Nem sabia direito porque gostava tanto desses cantadores. Só sabia que eram bons e que a cegueira em nada os incomodava.
Era experiente, duro na queda.
Escapou incólume dos ventos pandêmicos da Bubônica e da Espanhola, que muita gente matou.
Numa manhã José disse à mulher, Anita, que iria tomar banho no açude e que voltaria logo. Não voltou.
Antônio adorava as histórias do pai. E muita coisa que o pai fazia, ele passou a fazer. Como alimentar o gosto pelas cantorias, pelas rodas de cordel, pelos ditos, causos e histórias de Trancoso.
Trancoso era um português que inventava histórias, lembrava José.
As histórias do pai, Antônio passou para o filho João.
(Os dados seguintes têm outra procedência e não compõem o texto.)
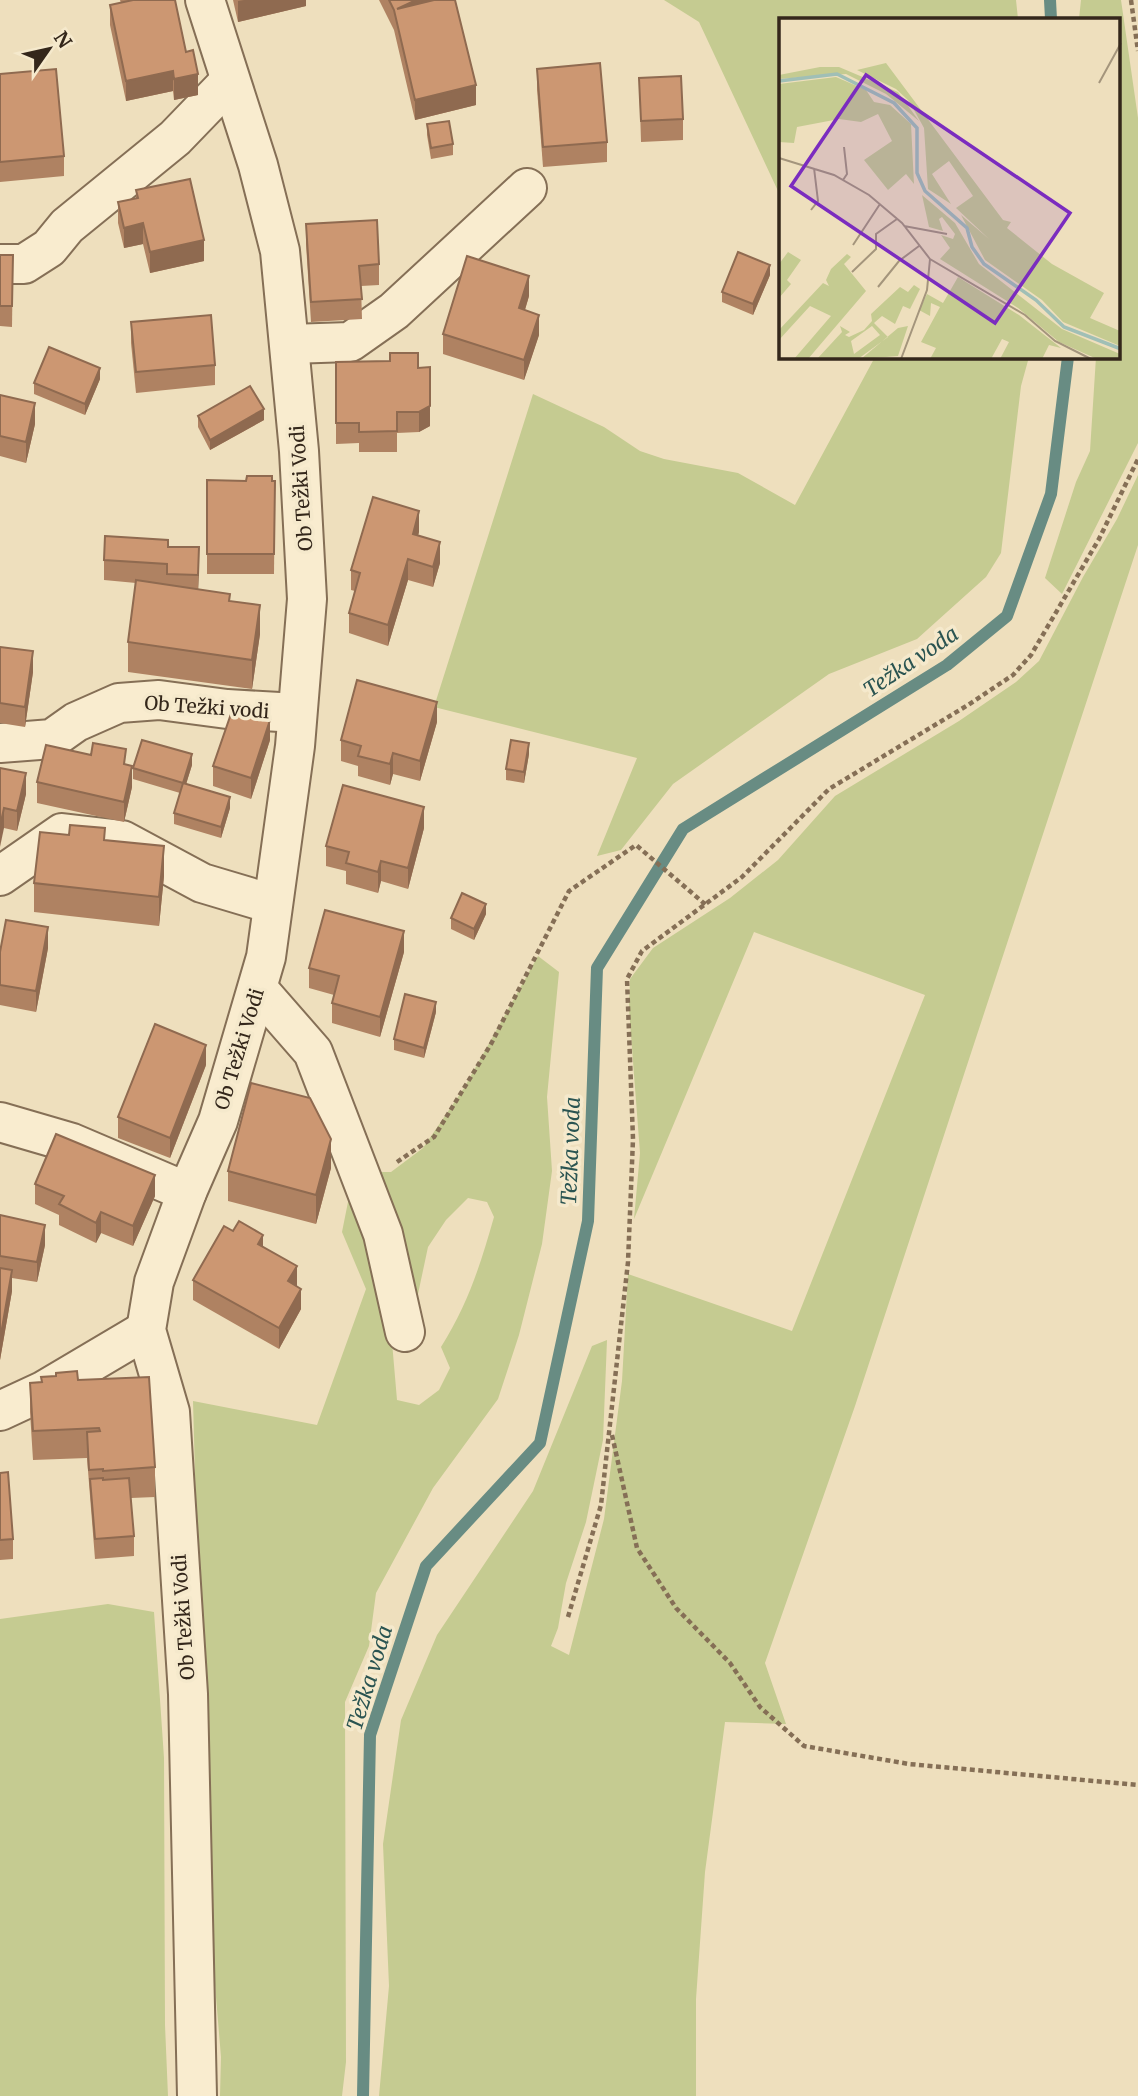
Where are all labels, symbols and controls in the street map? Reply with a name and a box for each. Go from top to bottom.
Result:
north arrow [14,14,84,84]
inset map [779,18,1120,359]
text: N [49,27,77,52]
street label: Ob Težki Vodi [285,424,317,552]
water label: Težka voda [858,620,963,703]
street label: Ob Težki vodi [144,691,270,723]
street label: Ob Težki Vodi [209,985,269,1113]
water label: Težka voda [555,1096,586,1206]
street label: Ob Težki Vodi [167,1553,199,1681]
water label: Težka voda [341,1622,398,1734]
Mas Antônio não queria que João vivesse o tempo todo na roça, no roçado, no campo. Queria vê-lo Doutor, com um anelão reluzente no dedo.
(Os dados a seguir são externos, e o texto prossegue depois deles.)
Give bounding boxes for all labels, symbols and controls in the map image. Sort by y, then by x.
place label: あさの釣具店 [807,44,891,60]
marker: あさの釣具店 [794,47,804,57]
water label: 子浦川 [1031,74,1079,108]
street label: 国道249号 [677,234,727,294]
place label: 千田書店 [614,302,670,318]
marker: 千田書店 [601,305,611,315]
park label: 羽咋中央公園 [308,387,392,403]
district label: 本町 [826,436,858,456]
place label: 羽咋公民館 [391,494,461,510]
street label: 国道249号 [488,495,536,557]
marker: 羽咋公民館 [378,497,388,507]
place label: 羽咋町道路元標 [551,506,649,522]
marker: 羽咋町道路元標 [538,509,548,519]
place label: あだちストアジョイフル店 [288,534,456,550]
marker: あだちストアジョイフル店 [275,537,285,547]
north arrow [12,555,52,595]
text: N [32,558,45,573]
E João foi crescendo, crescendo e virou Doutor. Em Agronomia. E justificou-se ao pai ressaltando a importância da profissão que abarcara. Sem, porém, esquecer das histórias dos cantadores, das histórias dos violeiros, das histórias dos cangaceiros.
Antônio ficou orgulhoso do filho.
Ao contrário do avô e do pai, João só teve um filho, a quem deu por herança o nome.
O pequeno João ouvia tudo, mas não via nada.
Ficava encantado com as histórias que o pai contava. Não à toa ele passou a gostar do Gego Aderaldo, Cego Sinfrônio e de outros cegos, como Patativa e Manelito.
Manelito era um ás do violão. Era chamado de O Poeta do Violão. E até no rádio ele tocava. E pelo rádio ficou famoso.
Com seu instrumento, Manelito era capaz de fazer Deus chorar de alegria.
Um dia o menino João prometeu ao pai: Vou ser que nem Manelito ou Aderaldo. Vou tocar muito pra o sinhô gostar do que eu vou tocar.
O pai chorou.
Na tarde do tiro seco e do baque surdo, João tinha uns 7 anos.
Depois, pouco depois, é que foi descobrir que o choro que ouvira naquela tarde era da mãe.
O tempo passou e ele foi crescendo, crescendo, até virar um gigante da arte de tocar cordas.

E como gigante, conheceu outros gigantes como João Pernambuco e Villa-Lobos.

Conheceu também o cantador Pinto do Monteiro, que lhe ensinou detalhes esquecidos por Villa.

Naquele tempo, tempo de gigantes, João viu se possível fazer o que prometera ao pai.
A cantoria e o gosto pela arte João do pai e do avô herdou.
Até hoje ninguém sabe quem disparou o tiro que pegou o peito de João, se homem ou se mulher.